Monday, December 05, 2016

bearding the goat


The sound of machinery woke the household this morning.

Or, should I say, the sound of one machine. That would be more accurate.  But the sound of any prospective construction in the neighborhood always brings out our hidden Gladys Kravitz.

My next door neighbor has been building a casita on top of her house. I thought the rumbling reveille might be associated with her project. It wasn't.

When I opened the front door a front-end loader was scraping a scar in the middle of what had been the local goat refuge. I thought the French Canadian-Mexican architect who built my house and owns the lot had decided to build another house or two across from mine. Once again, I was wrong.

She is clearing the space to provide some occupational therapy for the people who own two of her other houses. It is going to be a vegetable garden.

And what about the goats? It sounds like a great opportunity for them.
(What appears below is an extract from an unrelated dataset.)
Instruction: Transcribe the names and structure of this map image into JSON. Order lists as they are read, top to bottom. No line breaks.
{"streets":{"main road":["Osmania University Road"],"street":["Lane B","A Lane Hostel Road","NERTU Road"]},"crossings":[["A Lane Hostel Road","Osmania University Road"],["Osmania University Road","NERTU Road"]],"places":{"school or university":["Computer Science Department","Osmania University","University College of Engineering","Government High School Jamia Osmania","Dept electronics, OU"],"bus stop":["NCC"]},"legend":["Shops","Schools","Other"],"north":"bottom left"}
But she had already thought of that. She is building a wall. No, not that type of wall. A chain link fence to let the goats graze where they should, and for vegetables to grow where they might.
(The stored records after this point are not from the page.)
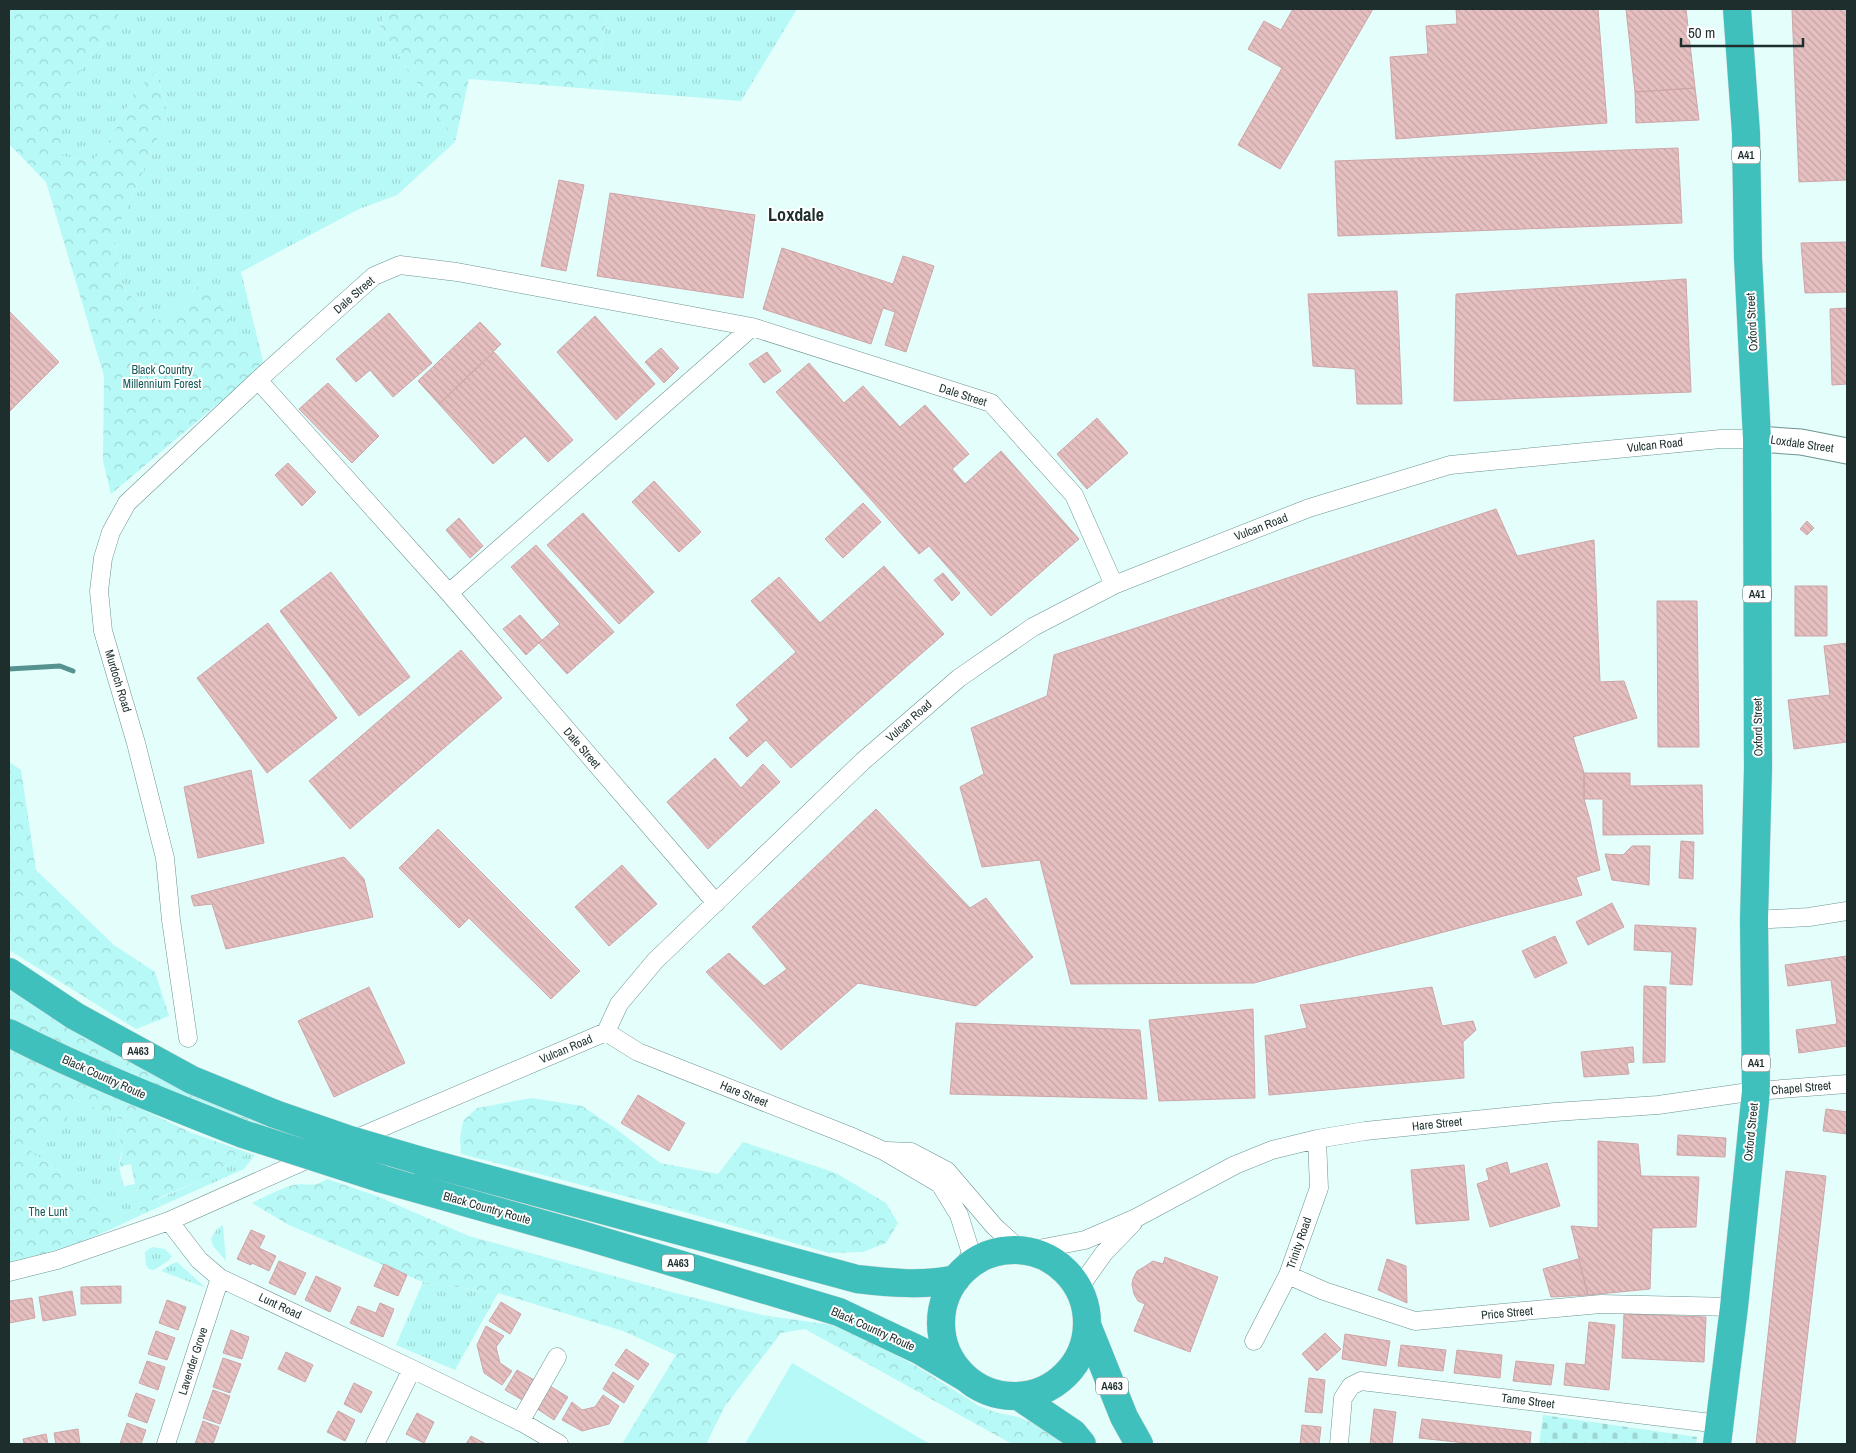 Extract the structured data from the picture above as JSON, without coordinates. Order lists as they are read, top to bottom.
{
  "streets": {
    "highway": [
      "A41",
      "Oxford Street",
      "A463",
      "Black Country Route"
    ],
    "main road": ["Loxdale Street"],
    "street": [
      "Dale Street",
      "Vulcan Road",
      "Murdoch Road",
      "Chapel Street",
      "Hare Street",
      "Trinity Road",
      "Lunt Road",
      "Price Street",
      "Lavender Grove",
      "Tame Street"
    ]
  },
  "crossings": [
    ["Dale Street", "Vulcan Road"],
    ["Dale Street", "Murdoch Road"],
    ["Oxford Street", "Loxdale Street"],
    ["Oxford Street", "Vulcan Road"],
    ["Oxford Street", "Chapel Street"],
    ["Oxford Street", "Hare Street"],
    ["Oxford Street", "Price Street"],
    ["Oxford Street", "Tame Street"],
    ["Loxdale Street", "Vulcan Road"],
    ["Vulcan Road", "Hare Street"],
    ["Vulcan Road", "Lunt Road"],
    ["A463", "Black Country Route"],
    ["A463", "Hare Street"],
    ["Black Country Route", "Hare Street"],
    ["Chapel Street", "Hare Street"],
    ["Hare Street", "Trinity Road"],
    ["Trinity Road", "Price Street"],
    ["Lunt Road", "Lavender Grove"]
  ],
  "districts": ["Loxdale"],
  "parks": ["Black Country Millennium Forest", "The Lunt"],
  "scale_bar": "50 m"
}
The French often say that deep in the breast of any urban Frenchman beats the heart of a farmer. That may be true. French farmers have a lot of natural allies whenever liberals talk about cutting farm subsidies.

Over the past two years, the empty lots across the street have provided me with a wealth of entertainment. Watching vegetables grow
 -- or not -- will simply be the next act in this on-going theater we call life.